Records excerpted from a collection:

● ● ● ● ●

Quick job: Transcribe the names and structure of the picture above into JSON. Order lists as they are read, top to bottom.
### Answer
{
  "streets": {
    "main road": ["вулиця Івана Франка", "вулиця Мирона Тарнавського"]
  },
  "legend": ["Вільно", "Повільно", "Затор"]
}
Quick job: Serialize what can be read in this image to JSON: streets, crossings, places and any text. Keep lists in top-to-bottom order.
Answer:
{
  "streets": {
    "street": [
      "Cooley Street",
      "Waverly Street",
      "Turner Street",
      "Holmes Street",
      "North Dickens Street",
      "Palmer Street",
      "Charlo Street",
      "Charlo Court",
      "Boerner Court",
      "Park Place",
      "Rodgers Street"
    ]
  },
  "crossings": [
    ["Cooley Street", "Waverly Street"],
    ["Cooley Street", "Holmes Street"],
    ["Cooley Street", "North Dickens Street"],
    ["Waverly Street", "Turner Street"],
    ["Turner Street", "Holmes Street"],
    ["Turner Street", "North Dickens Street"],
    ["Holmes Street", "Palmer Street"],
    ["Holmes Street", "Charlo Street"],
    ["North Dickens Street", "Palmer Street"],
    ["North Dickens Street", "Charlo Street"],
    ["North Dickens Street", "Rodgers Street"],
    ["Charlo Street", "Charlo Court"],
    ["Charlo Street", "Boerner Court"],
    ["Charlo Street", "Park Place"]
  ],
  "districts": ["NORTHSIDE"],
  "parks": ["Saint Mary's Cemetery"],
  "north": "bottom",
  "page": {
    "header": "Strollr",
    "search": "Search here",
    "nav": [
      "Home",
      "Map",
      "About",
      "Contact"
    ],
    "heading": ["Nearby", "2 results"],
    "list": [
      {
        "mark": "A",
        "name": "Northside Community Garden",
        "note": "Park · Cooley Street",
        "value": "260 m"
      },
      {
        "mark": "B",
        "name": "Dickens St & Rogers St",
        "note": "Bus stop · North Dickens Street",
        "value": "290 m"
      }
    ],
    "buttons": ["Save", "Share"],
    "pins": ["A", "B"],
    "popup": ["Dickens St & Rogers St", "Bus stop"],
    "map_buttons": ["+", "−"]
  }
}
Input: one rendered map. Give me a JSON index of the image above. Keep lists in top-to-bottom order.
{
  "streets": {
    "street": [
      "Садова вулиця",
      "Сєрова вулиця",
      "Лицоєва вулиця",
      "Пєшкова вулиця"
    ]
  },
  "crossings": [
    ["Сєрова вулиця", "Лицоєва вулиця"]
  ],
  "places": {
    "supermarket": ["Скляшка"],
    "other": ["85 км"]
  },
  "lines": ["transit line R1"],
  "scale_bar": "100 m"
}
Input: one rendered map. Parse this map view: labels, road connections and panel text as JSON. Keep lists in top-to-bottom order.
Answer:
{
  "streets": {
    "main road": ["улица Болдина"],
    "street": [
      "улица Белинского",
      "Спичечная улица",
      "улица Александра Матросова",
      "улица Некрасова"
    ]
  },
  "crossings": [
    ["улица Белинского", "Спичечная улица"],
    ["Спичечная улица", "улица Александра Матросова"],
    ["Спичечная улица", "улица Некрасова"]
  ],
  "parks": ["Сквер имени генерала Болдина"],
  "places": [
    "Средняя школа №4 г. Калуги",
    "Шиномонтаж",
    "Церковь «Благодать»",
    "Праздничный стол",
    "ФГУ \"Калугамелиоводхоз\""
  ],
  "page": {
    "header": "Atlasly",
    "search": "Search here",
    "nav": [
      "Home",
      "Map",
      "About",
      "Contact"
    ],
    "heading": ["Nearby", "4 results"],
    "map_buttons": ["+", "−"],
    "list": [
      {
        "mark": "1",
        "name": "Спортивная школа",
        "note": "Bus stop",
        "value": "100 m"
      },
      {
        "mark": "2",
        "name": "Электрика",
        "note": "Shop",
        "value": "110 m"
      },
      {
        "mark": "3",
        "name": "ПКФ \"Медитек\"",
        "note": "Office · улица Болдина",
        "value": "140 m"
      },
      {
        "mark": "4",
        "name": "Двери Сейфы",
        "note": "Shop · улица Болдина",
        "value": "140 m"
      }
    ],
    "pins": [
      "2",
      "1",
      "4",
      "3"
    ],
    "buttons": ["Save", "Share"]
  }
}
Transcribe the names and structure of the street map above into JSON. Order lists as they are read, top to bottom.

● ● ● ● ●

## WHAT YOU SHOULD DO
All of the records above should be copied exactly.

## EXPECTED ANSWER
Quick job: Transcribe the names and structure of the picture above into JSON. Order lists as they are read, top to bottom.
### Answer
{
  "streets": {
    "main road": ["вулиця Івана Франка", "вулиця Мирона Тарнавського"]
  },
  "legend": ["Вільно", "Повільно", "Затор"]
}
Quick job: Serialize what can be read in this image to JSON: streets, crossings, places and any text. Keep lists in top-to-bottom order.
Answer:
{
  "streets": {
    "street": [
      "Cooley Street",
      "Waverly Street",
      "Turner Street",
      "Holmes Street",
      "North Dickens Street",
      "Palmer Street",
      "Charlo Street",
      "Charlo Court",
      "Boerner Court",
      "Park Place",
      "Rodgers Street"
    ]
  },
  "crossings": [
    ["Cooley Street", "Waverly Street"],
    ["Cooley Street", "Holmes Street"],
    ["Cooley Street", "North Dickens Street"],
    ["Waverly Street", "Turner Street"],
    ["Turner Street", "Holmes Street"],
    ["Turner Street", "North Dickens Street"],
    ["Holmes Street", "Palmer Street"],
    ["Holmes Street", "Charlo Street"],
    ["North Dickens Street", "Palmer Street"],
    ["North Dickens Street", "Charlo Street"],
    ["North Dickens Street", "Rodgers Street"],
    ["Charlo Street", "Charlo Court"],
    ["Charlo Street", "Boerner Court"],
    ["Charlo Street", "Park Place"]
  ],
  "districts": ["NORTHSIDE"],
  "parks": ["Saint Mary's Cemetery"],
  "north": "bottom",
  "page": {
    "header": "Strollr",
    "search": "Search here",
    "nav": [
      "Home",
      "Map",
      "About",
      "Contact"
    ],
    "heading": ["Nearby", "2 results"],
    "list": [
      {
        "mark": "A",
        "name": "Northside Community Garden",
        "note": "Park · Cooley Street",
        "value": "260 m"
      },
      {
        "mark": "B",
        "name": "Dickens St & Rogers St",
        "note": "Bus stop · North Dickens Street",
        "value": "290 m"
      }
    ],
    "buttons": ["Save", "Share"],
    "pins": ["A", "B"],
    "popup": ["Dickens St & Rogers St", "Bus stop"],
    "map_buttons": ["+", "−"]
  }
}
Input: one rendered map. Give me a JSON index of the image above. Keep lists in top-to-bottom order.
{
  "streets": {
    "street": [
      "Садова вулиця",
      "Сєрова вулиця",
      "Лицоєва вулиця",
      "Пєшкова вулиця"
    ]
  },
  "crossings": [
    ["Сєрова вулиця", "Лицоєва вулиця"]
  ],
  "places": {
    "supermarket": ["Скляшка"],
    "other": ["85 км"]
  },
  "lines": ["transit line R1"],
  "scale_bar": "100 m"
}
Input: one rendered map. Parse this map view: labels, road connections and panel text as JSON. Keep lists in top-to-bottom order.
Answer:
{
  "streets": {
    "main road": ["улица Болдина"],
    "street": [
      "улица Белинского",
      "Спичечная улица",
      "улица Александра Матросова",
      "улица Некрасова"
    ]
  },
  "crossings": [
    ["улица Белинского", "Спичечная улица"],
    ["Спичечная улица", "улица Александра Матросова"],
    ["Спичечная улица", "улица Некрасова"]
  ],
  "parks": ["Сквер имени генерала Болдина"],
  "places": [
    "Средняя школа №4 г. Калуги",
    "Шиномонтаж",
    "Церковь «Благодать»",
    "Праздничный стол",
    "ФГУ \"Калугамелиоводхоз\""
  ],
  "page": {
    "header": "Atlasly",
    "search": "Search here",
    "nav": [
      "Home",
      "Map",
      "About",
      "Contact"
    ],
    "heading": ["Nearby", "4 results"],
    "map_buttons": ["+", "−"],
    "list": [
      {
        "mark": "1",
        "name": "Спортивная школа",
        "note": "Bus stop",
        "value": "100 m"
      },
      {
        "mark": "2",
        "name": "Электрика",
        "note": "Shop",
        "value": "110 m"
      },
      {
        "mark": "3",
        "name": "ПКФ \"Медитек\"",
        "note": "Office · улица Болдина",
        "value": "140 m"
      },
      {
        "mark": "4",
        "name": "Двери Сейфы",
        "note": "Shop · улица Болдина",
        "value": "140 m"
      }
    ],
    "pins": [
      "2",
      "1",
      "4",
      "3"
    ],
    "buttons": ["Save", "Share"]
  }
}
Transcribe the names and structure of the street map above into JSON. Order lists as they are read, top to bottom.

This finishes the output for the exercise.